(Task to carry out):
Output each record below exactly. No images go in the copy.

(Entries supplied)

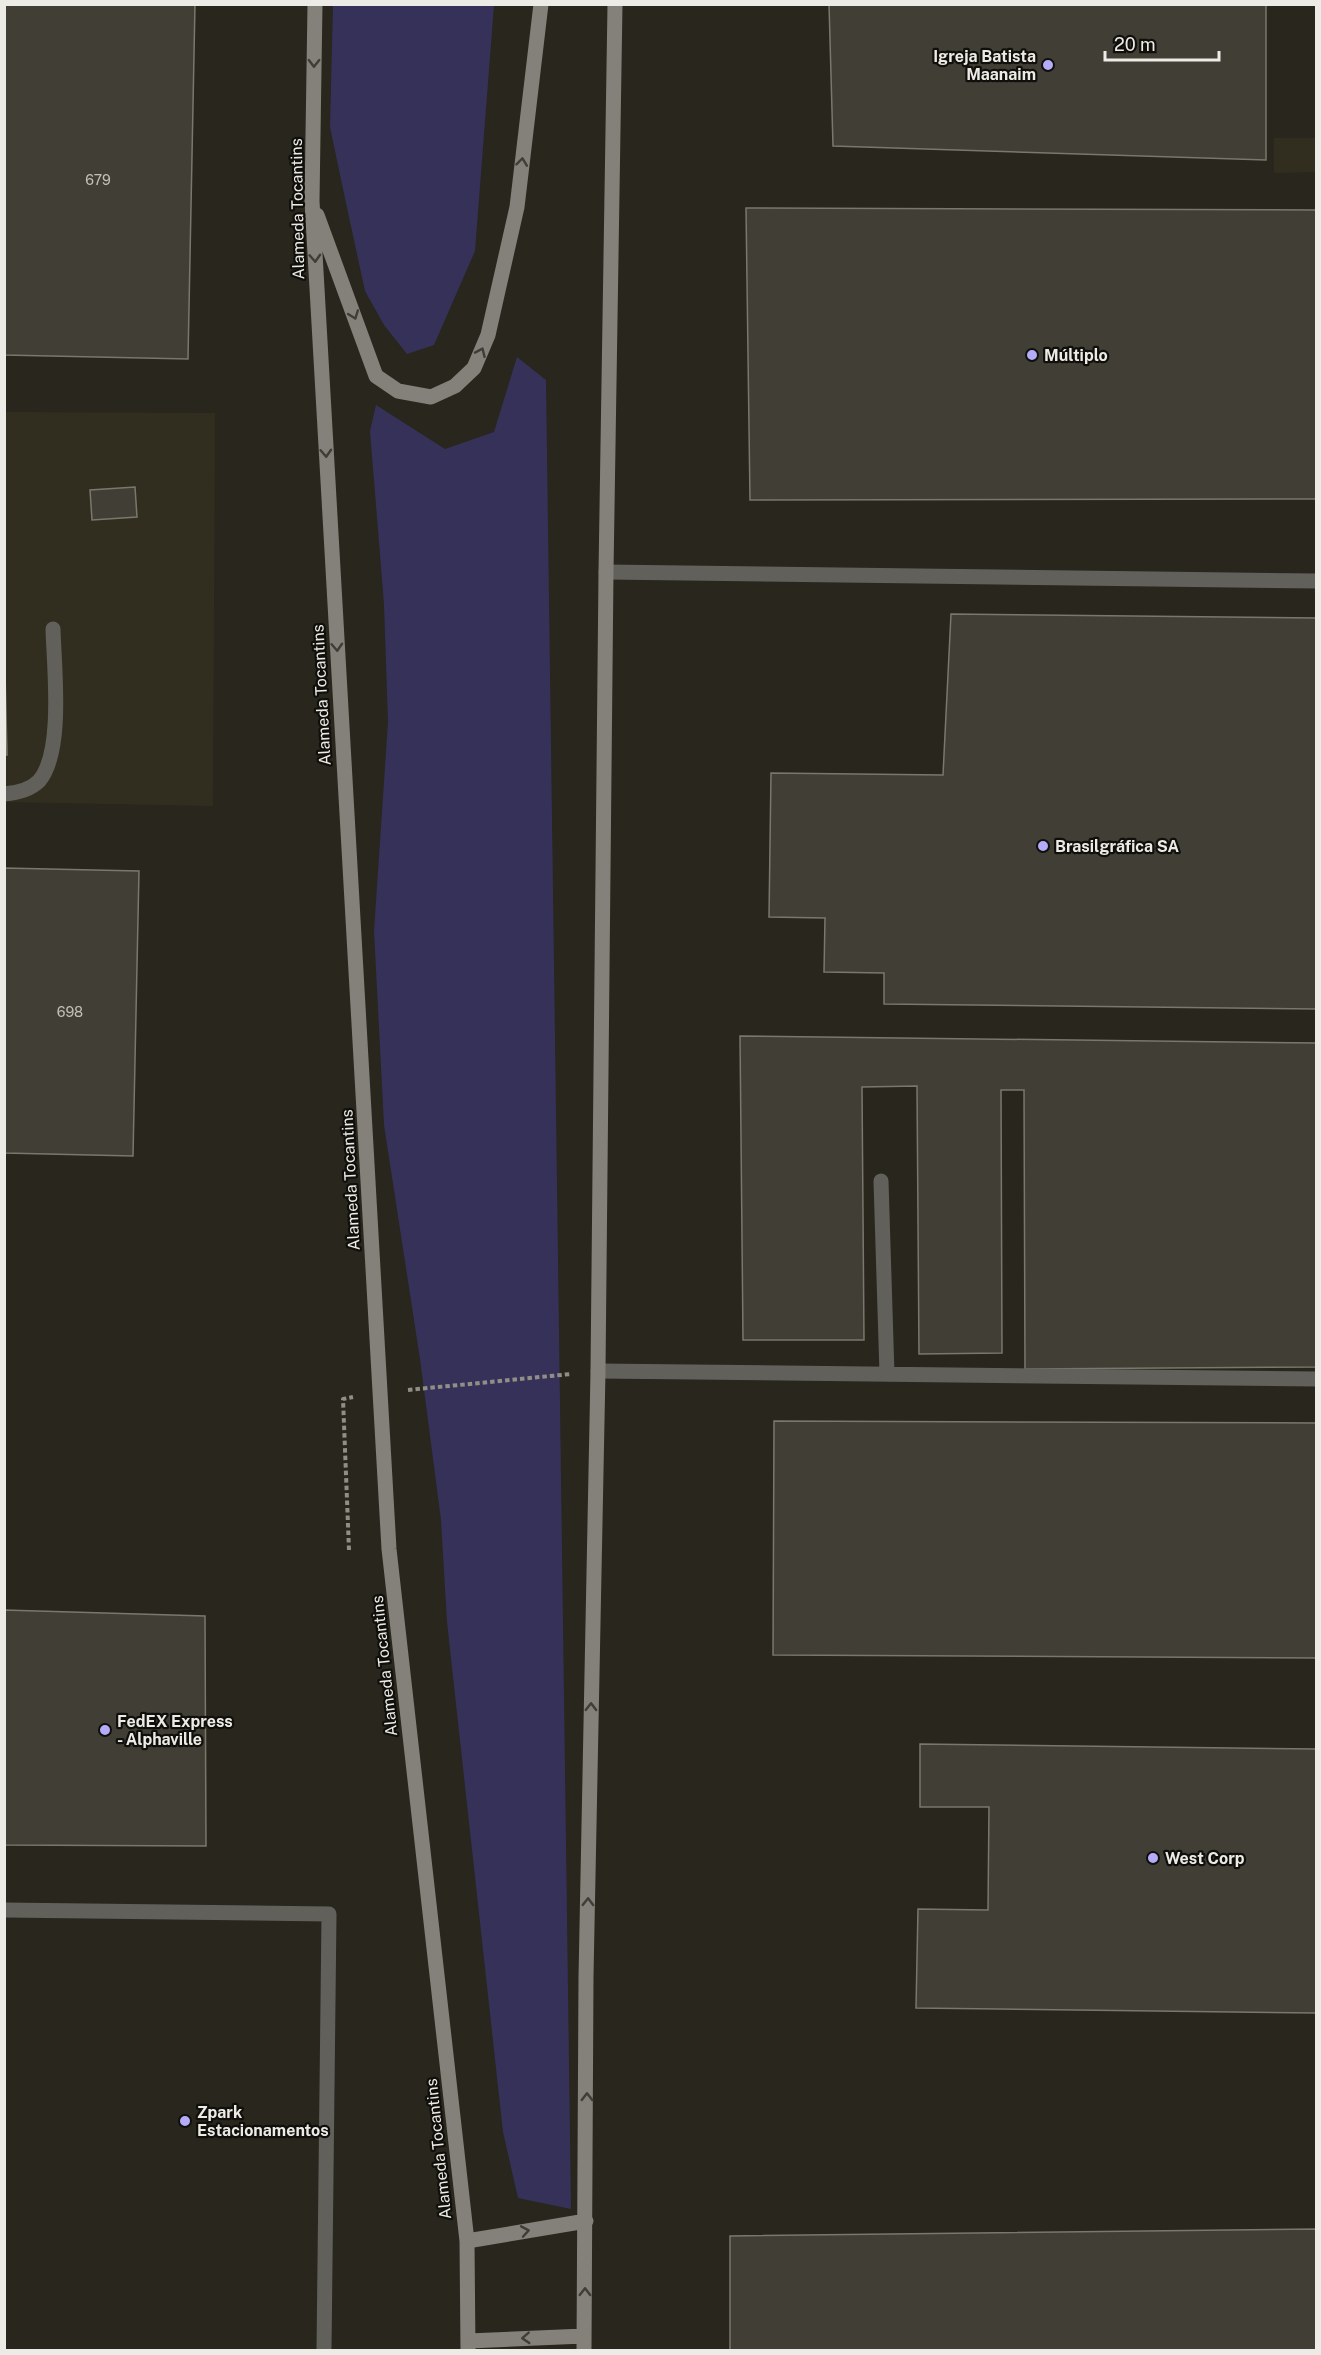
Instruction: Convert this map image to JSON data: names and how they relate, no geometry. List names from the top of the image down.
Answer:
{
  "streets": {
    "main road": ["Alameda Tocantins"]
  },
  "one_way": ["Alameda Tocantins"],
  "places": [
    "Igreja Batista Maanaim",
    "Múltiplo",
    "Brasilgráfica SA",
    "FedEX Express - Alphaville",
    "West Corp",
    "Zpark Estacionamentos"
  ],
  "house_numbers": ["679", "698"],
  "scale_bar": "20 m"
}
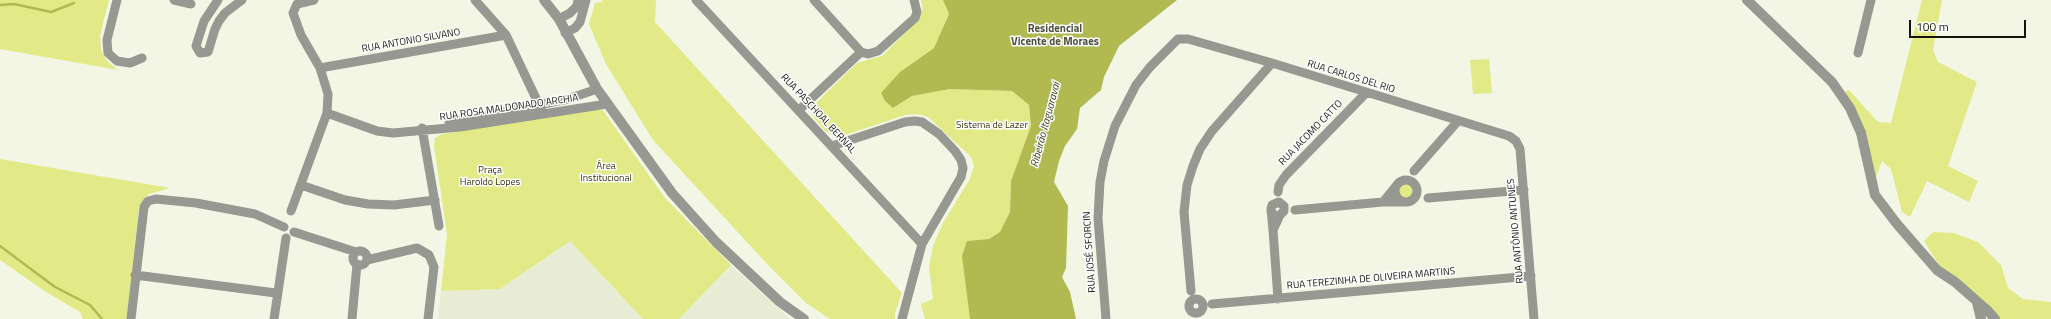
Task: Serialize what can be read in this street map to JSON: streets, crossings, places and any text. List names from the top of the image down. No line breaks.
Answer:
{"streets":{"street":["RUA ANTONIO SILVANO","RUA CARLOS DEL RIO","RUA ROSA MALDONADO ARCHIA","RUA PASCHOAL BERNAL","RUA JACOMO CATTO","RUA ANTÔNIO ANTUNES","RUA JOSÉ SFORCIN","RUA TEREZINHA DE OLIVEIRA MARTINS"]},"crossings":[["RUA CARLOS DEL RIO","RUA JACOMO CATTO"],["RUA CARLOS DEL RIO","RUA ANTÔNIO ANTUNES"],["RUA CARLOS DEL RIO","RUA JOSÉ SFORCIN"],["RUA ANTÔNIO ANTUNES","RUA TEREZINHA DE OLIVEIRA MARTINS"]],"districts":["Residencial Vicente de Moraes"],"water":["Ribeirão Itaguaravai"],"parks":["Sistema de Lazer","Área Institucional","Praça Haroldo Lopes"],"scale_bar":"100 m"}
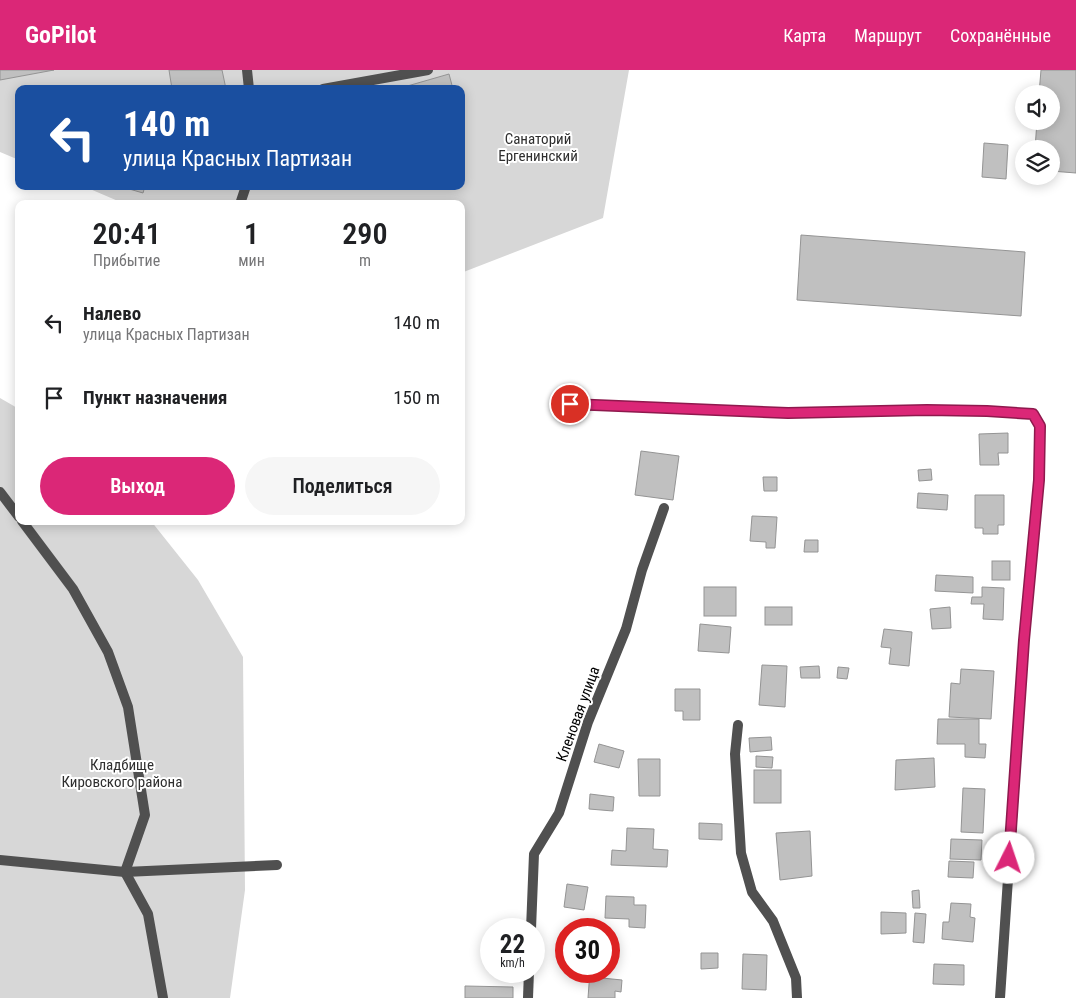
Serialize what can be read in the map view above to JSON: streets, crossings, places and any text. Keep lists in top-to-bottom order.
{
  "streets": {
    "street": ["Кленовая улица"]
  },
  "parks": ["Санаторий Ергенинский", "Кладбище Кировского района"],
  "page": {
    "header": "GoPilot",
    "nav": ["Карта", "Маршрут", "Сохранённые"],
    "turn": ["140 m", "улица Красных Партизан"],
    "eta": [
      "20:41",
      "Прибытие",
      "1",
      "мин",
      "290",
      "m"
    ],
    "list": [
      {
        "name": "Налево",
        "note": "улица Красных Партизан",
        "value": "140 m"
      },
      {
        "name": "Пункт назначения",
        "value": "150 m"
      }
    ],
    "buttons": ["Выход", "Поделиться"],
    "speed": "22 km/h",
    "limit": "30"
  }
}
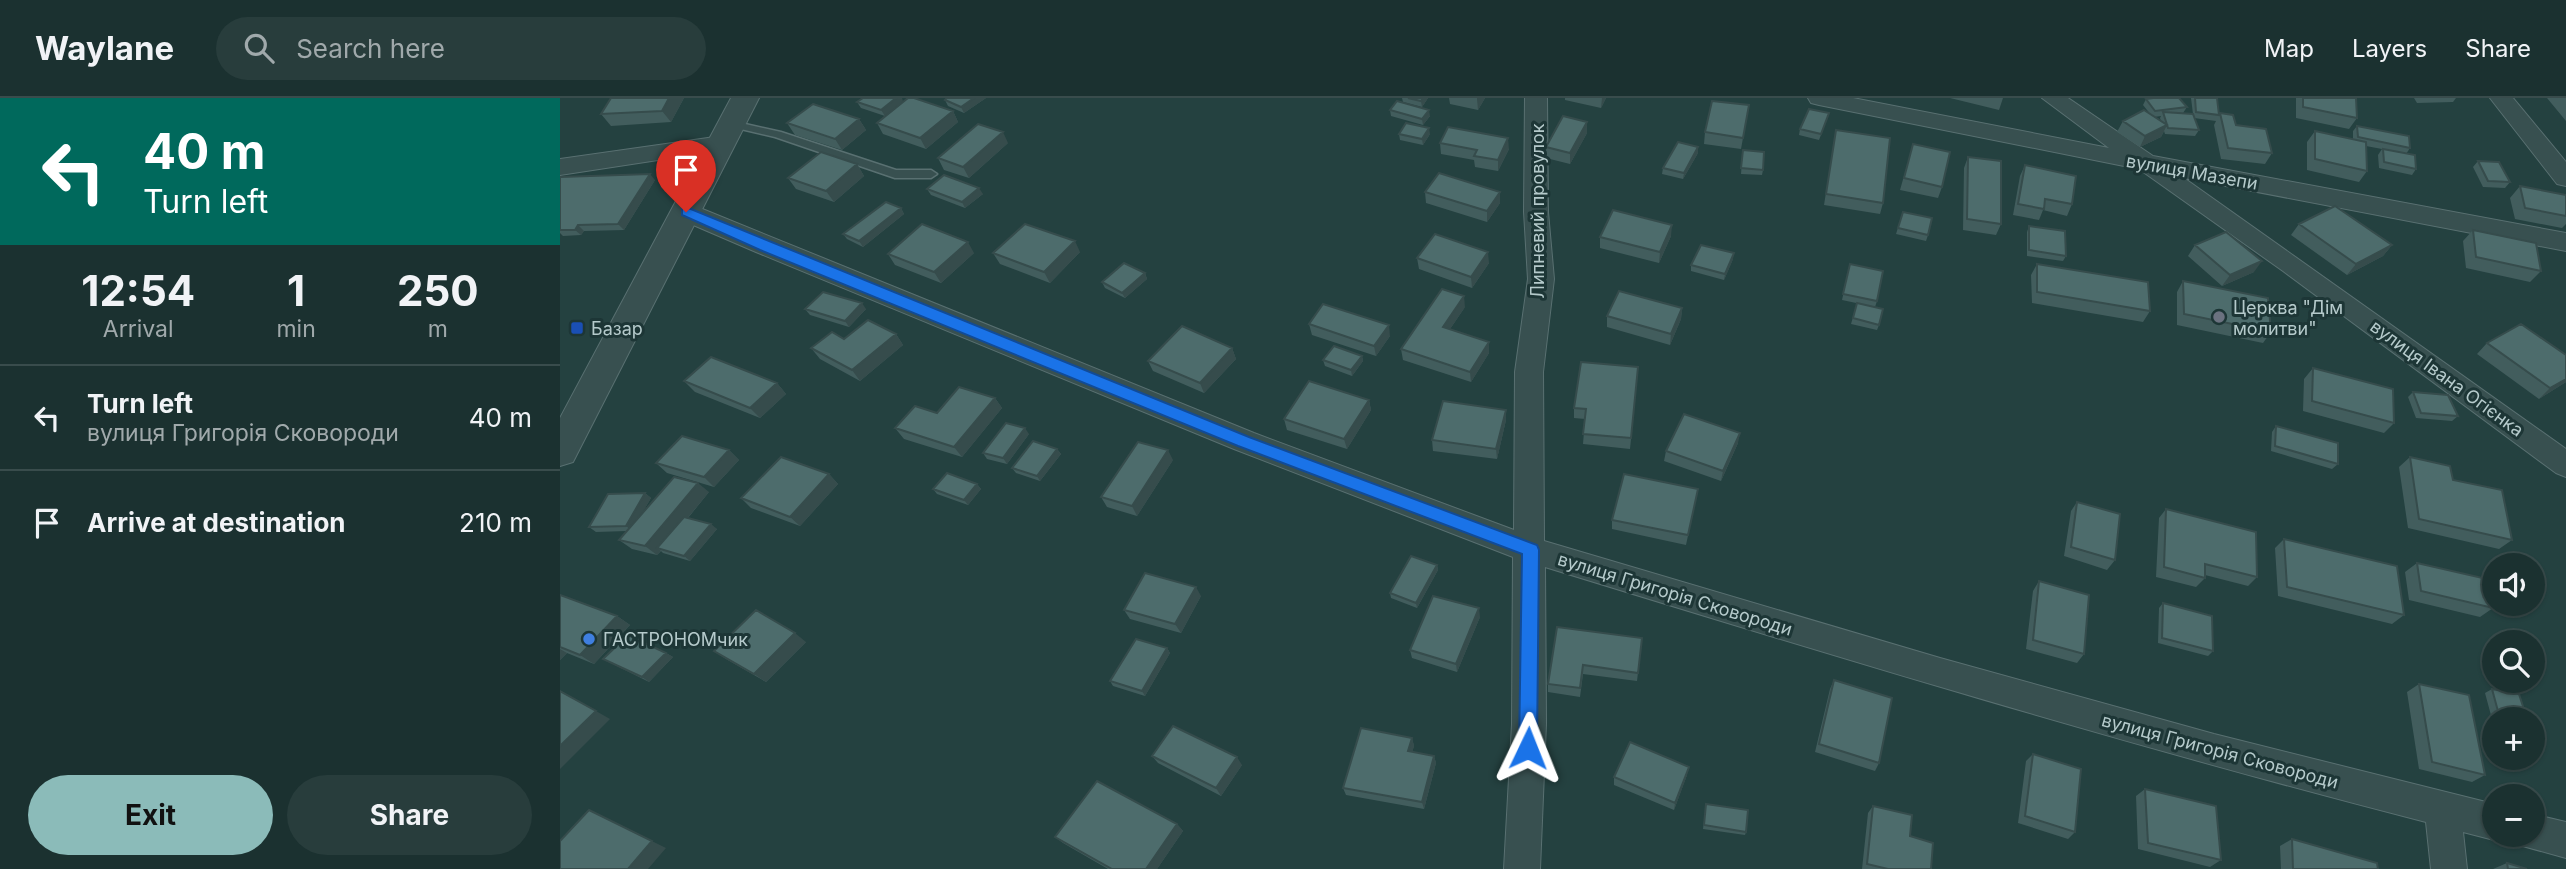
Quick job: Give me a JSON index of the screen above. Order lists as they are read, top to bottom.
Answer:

(End Entries supplied)

(Output of the exercise):
Instruction: Convert this map image to JSON data: names and how they relate, no geometry. List names from the top of the image down.
Answer:
{
  "streets": {
    "main road": ["Alameda Tocantins"]
  },
  "one_way": ["Alameda Tocantins"],
  "places": [
    "Igreja Batista Maanaim",
    "Múltiplo",
    "Brasilgráfica SA",
    "FedEX Express - Alphaville",
    "West Corp",
    "Zpark Estacionamentos"
  ],
  "house_numbers": ["679", "698"],
  "scale_bar": "20 m"
}
Task: Serialize what can be read in this street map to JSON: streets, crossings, places and any text. List names from the top of the image down. No line breaks.
Answer:
{"streets":{"street":["RUA ANTONIO SILVANO","RUA CARLOS DEL RIO","RUA ROSA MALDONADO ARCHIA","RUA PASCHOAL BERNAL","RUA JACOMO CATTO","RUA ANTÔNIO ANTUNES","RUA JOSÉ SFORCIN","RUA TEREZINHA DE OLIVEIRA MARTINS"]},"crossings":[["RUA CARLOS DEL RIO","RUA JACOMO CATTO"],["RUA CARLOS DEL RIO","RUA ANTÔNIO ANTUNES"],["RUA CARLOS DEL RIO","RUA JOSÉ SFORCIN"],["RUA ANTÔNIO ANTUNES","RUA TEREZINHA DE OLIVEIRA MARTINS"]],"districts":["Residencial Vicente de Moraes"],"water":["Ribeirão Itaguaravai"],"parks":["Sistema de Lazer","Área Institucional","Praça Haroldo Lopes"],"scale_bar":"100 m"}
Serialize what can be read in the map view above to JSON: streets, crossings, places and any text. Keep lists in top-to-bottom order.
{
  "streets": {
    "street": ["Кленовая улица"]
  },
  "parks": ["Санаторий Ергенинский", "Кладбище Кировского района"],
  "page": {
    "header": "GoPilot",
    "nav": ["Карта", "Маршрут", "Сохранённые"],
    "turn": ["140 m", "улица Красных Партизан"],
    "eta": [
      "20:41",
      "Прибытие",
      "1",
      "мин",
      "290",
      "m"
    ],
    "list": [
      {
        "name": "Налево",
        "note": "улица Красных Партизан",
        "value": "140 m"
      },
      {
        "name": "Пункт назначения",
        "value": "150 m"
      }
    ],
    "buttons": ["Выход", "Поделиться"],
    "speed": "22 km/h",
    "limit": "30"
  }
}
Quick job: Give me a JSON index of the screen above. Order lists as they are read, top to bottom.
Answer:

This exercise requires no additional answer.